One hot encoding is a method of converting categorical variables into numerical form. It is a preprocessing needed for some machine learning algorithms to improve performance. In this article, we will learn how to do one-hot encoding in R.
For example, let’s say we have the following list of expenses with categories.
Category | Amount | |
---|---|---|
Transport | 100 | |
Grocery | 300 | |
Bills | 200 |
We would like to convert this data to numerical form. Here is an example.
Amount | Transport | Grocery | Bills |
---|---|---|---|
100 | 1 | 0 | 0 |
300 | 0 | 1 | 0 |
200 | 0 | 0 | 1 |
We can see that each row now has an entry for each category.

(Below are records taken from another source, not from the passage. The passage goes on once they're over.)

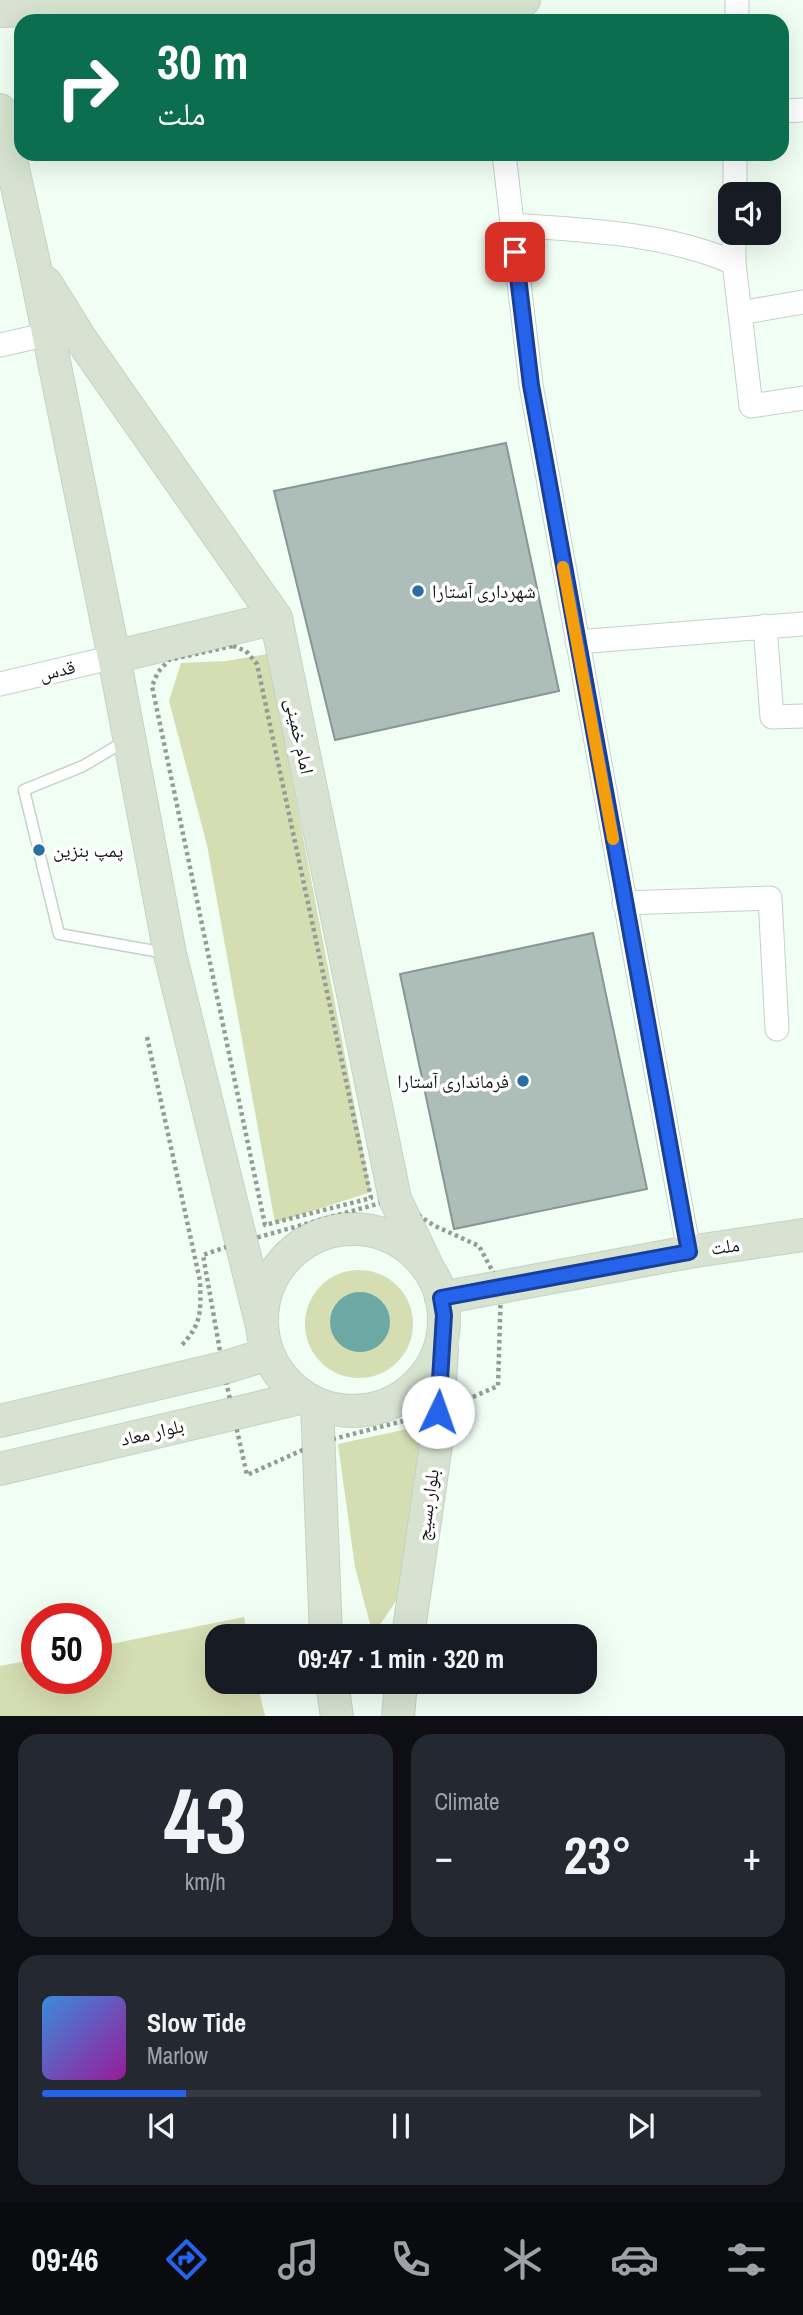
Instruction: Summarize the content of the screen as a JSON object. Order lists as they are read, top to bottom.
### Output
{
  "streets": {
    "street": [
      "قدس",
      "امام خمینی",
      "ملت",
      "بلوار معاد",
      "بلوار بسیج"
    ]
  },
  "crossings": [
    ["قدس", "امام خمینی"],
    ["امام خمینی", "ملت"],
    ["امام خمینی", "بلوار معاد"],
    ["امام خمینی", "بلوار بسیج"],
    ["ملت", "بلوار معاد"],
    ["ملت", "بلوار بسیج"],
    ["بلوار معاد", "بلوار بسیج"]
  ],
  "places": ["شهرداری آستارا", "پمپ بنزین", "فرمانداری آستارا"],
  "page": {
    "turn": ["30 m", "ملت"],
    "limit": "50",
    "trip": "09:47 · 1 min · 320 m",
    "tile": [
      ["43", "km/h"],
      "Climate"
    ],
    "heat": ["−", "23°", "+"],
    "song": ["Slow Tide", "Marlow"],
    "tabs": "09:46"
  }
}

There is a 0 if the row doesn’t have the category and 1 if the row does. As you may be able to tell, we will gain a lot of extra features from this type of encoding, but that is not always a problem.
To start, let’s create our data set.
data <- data.frame(
category = as.factor(c("Transport", "Grocery", "Bills")),
amount = c(100, 300, 200)
)
data
## category amount
## 1 Transport 100
## 2 Grocery 300
## 3 Bills 200
There are many libraries we can use for encoding categorical variables. Let’s look at a few.

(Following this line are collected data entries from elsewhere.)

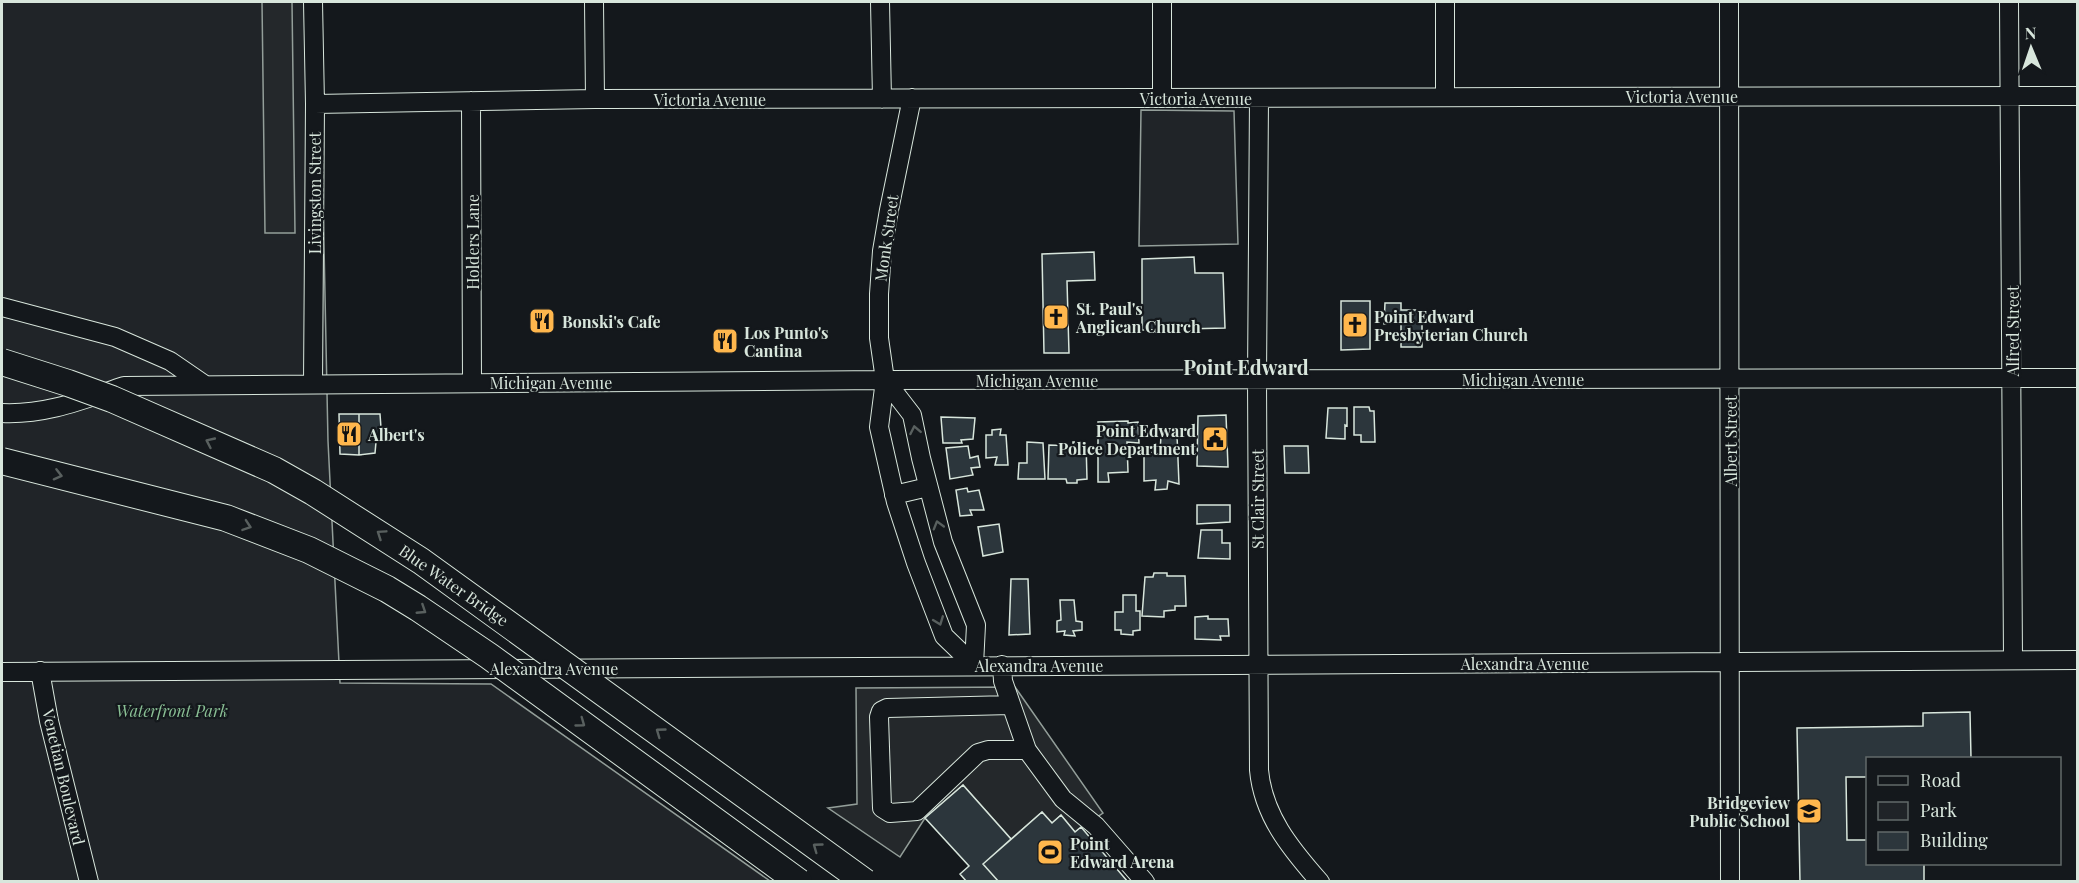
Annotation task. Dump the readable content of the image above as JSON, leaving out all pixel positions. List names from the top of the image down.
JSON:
{
  "streets": {
    "highway": ["Blue Water Bridge"],
    "street": [
      "Victoria Avenue",
      "Livingston Street",
      "Monk Street",
      "Holders Lane",
      "Alfred Street",
      "Michigan Avenue",
      "Albert Street",
      "St Clair Street",
      "Alexandra Avenue",
      "Venetian Boulevard"
    ]
  },
  "crossings": [
    ["Victoria Avenue", "Livingston Street"],
    ["Victoria Avenue", "Monk Street"],
    ["Victoria Avenue", "Holders Lane"],
    ["Victoria Avenue", "Alfred Street"],
    ["Victoria Avenue", "Albert Street"],
    ["Victoria Avenue", "St Clair Street"],
    ["Livingston Street", "Michigan Avenue"],
    ["Monk Street", "Michigan Avenue"],
    ["Monk Street", "Alexandra Avenue"],
    ["Holders Lane", "Michigan Avenue"],
    ["Alfred Street", "Michigan Avenue"],
    ["Alfred Street", "Alexandra Avenue"],
    ["Michigan Avenue", "Albert Street"],
    ["Michigan Avenue", "St Clair Street"],
    ["Albert Street", "Alexandra Avenue"],
    ["St Clair Street", "Alexandra Avenue"],
    ["Alexandra Avenue", "Venetian Boulevard"]
  ],
  "districts": ["Point Edward"],
  "parks": ["Waterfront Park"],
  "places": {
    "church": ["St. Paul's Anglican Church", "Point Edward Presbyterian Church"],
    "restaurant": ["Bonski's Cafe", "Los Punto's Cantina", "Albert's"],
    "public building": ["Point Edward Police Department"],
    "school or university": ["Bridgeview Public School"],
    "sports": ["Point Edward Arena"]
  },
  "legend": ["Road", "Park", "Building"],
  "north": "top"
}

We start by using the mltools
package. We can use the one_hot
method. We do need to convert the data to a data.table
first for
mltools
to use.
library(mltools)
## Warning: package 'mltools' was built under R version 4.0.5
library(data.table)
## Warning: package 'data.table' was built under R version 4.0.5
df.table <- as.data.table(data)
df.encoded <- one_hot(df.table)
df.encoded
## category_Bills category_Grocery category_Transport amount
## 1: 0 0 1 100
## 2: 0 1 0 300
## 3: 1 0 0 200
library(caret)
## Warning: package 'caret' was built under R version 4.0.5
## Loading required package: lattice
## Loading required package: ggplot2
dummy <- dummyVars(" ~ .", data=data)
newdata <- data.frame(predict(dummy, newdata = data))